Work instructions - Below are the records; give the number of their lines that contain the word "they" and nothing more.

Dataset entries -
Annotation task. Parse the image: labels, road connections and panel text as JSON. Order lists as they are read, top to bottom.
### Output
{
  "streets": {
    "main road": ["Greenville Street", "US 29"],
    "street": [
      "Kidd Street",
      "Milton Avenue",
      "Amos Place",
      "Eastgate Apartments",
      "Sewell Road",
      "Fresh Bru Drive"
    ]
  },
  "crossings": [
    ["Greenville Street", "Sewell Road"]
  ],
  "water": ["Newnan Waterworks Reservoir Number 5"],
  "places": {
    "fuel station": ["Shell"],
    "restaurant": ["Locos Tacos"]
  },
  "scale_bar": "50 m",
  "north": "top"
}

...

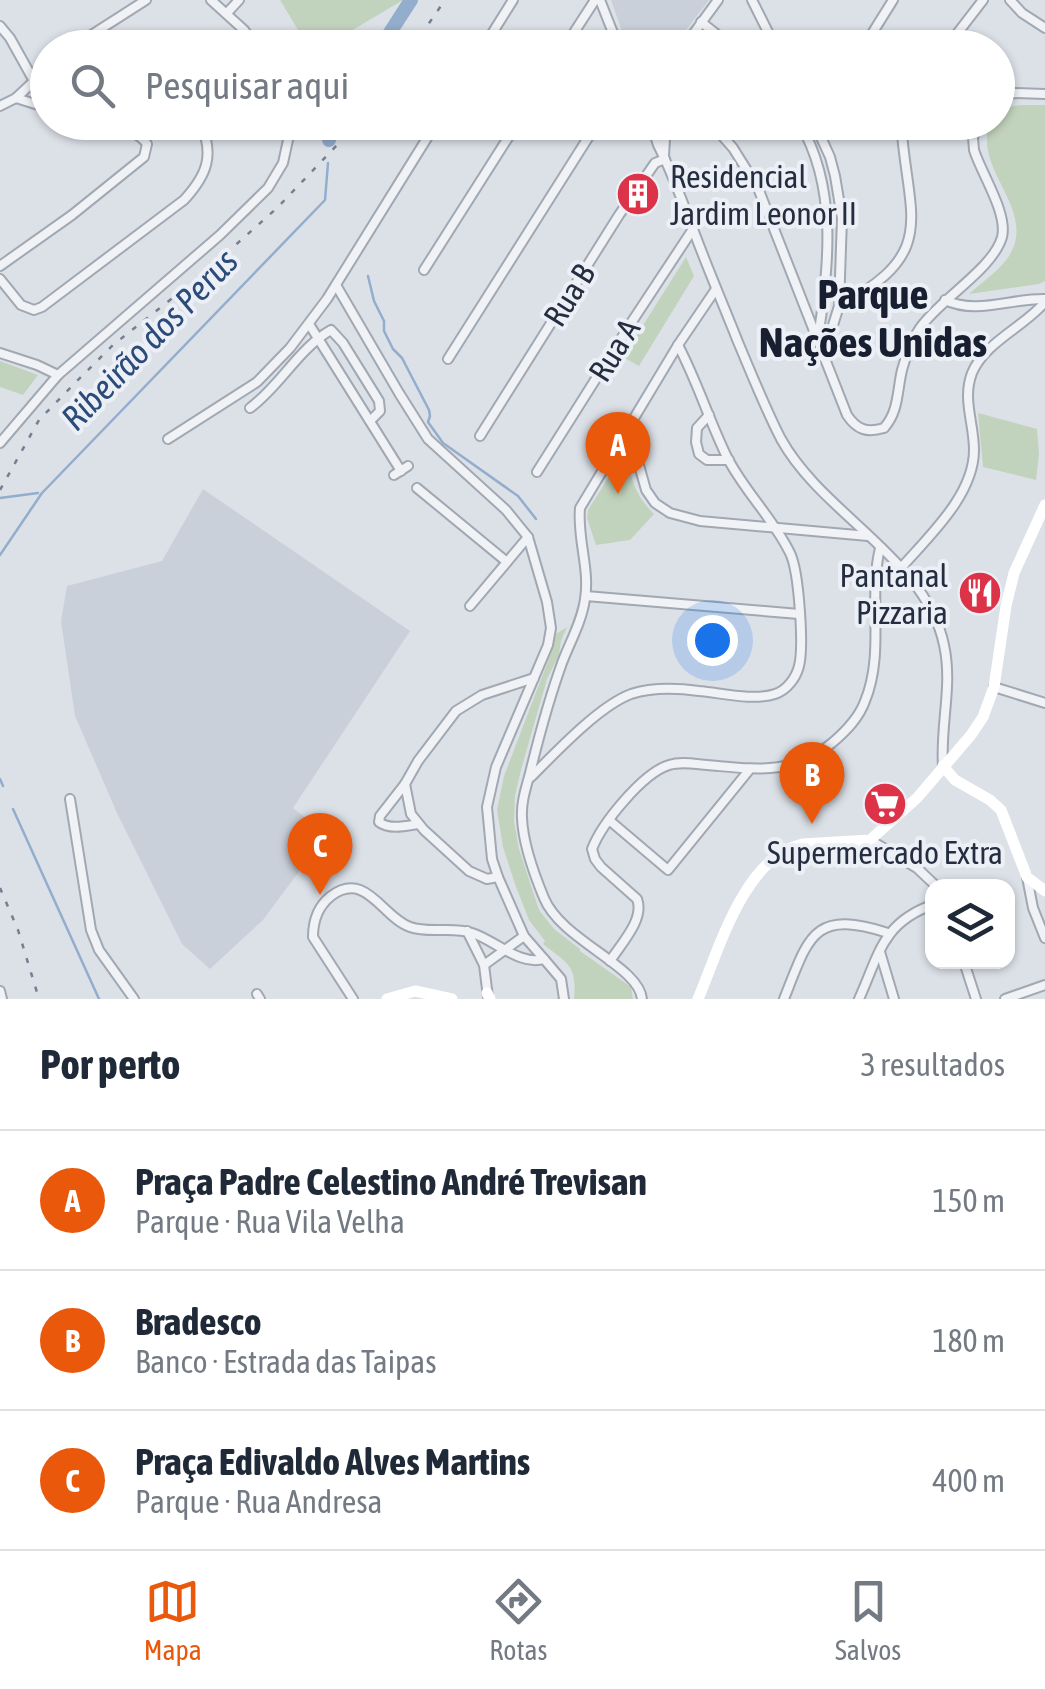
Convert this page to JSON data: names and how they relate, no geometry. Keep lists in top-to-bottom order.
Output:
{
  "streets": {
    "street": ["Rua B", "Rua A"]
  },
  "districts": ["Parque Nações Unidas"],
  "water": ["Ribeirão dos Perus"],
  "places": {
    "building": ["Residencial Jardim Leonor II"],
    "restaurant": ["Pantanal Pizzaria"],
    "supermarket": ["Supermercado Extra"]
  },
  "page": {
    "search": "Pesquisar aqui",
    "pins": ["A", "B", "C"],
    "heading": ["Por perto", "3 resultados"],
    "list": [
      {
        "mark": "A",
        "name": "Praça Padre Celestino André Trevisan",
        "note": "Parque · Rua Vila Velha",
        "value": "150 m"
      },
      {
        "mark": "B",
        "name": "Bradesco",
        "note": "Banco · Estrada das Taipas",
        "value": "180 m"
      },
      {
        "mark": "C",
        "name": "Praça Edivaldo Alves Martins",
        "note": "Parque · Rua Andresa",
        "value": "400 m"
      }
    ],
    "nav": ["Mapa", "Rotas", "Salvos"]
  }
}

Solution - 2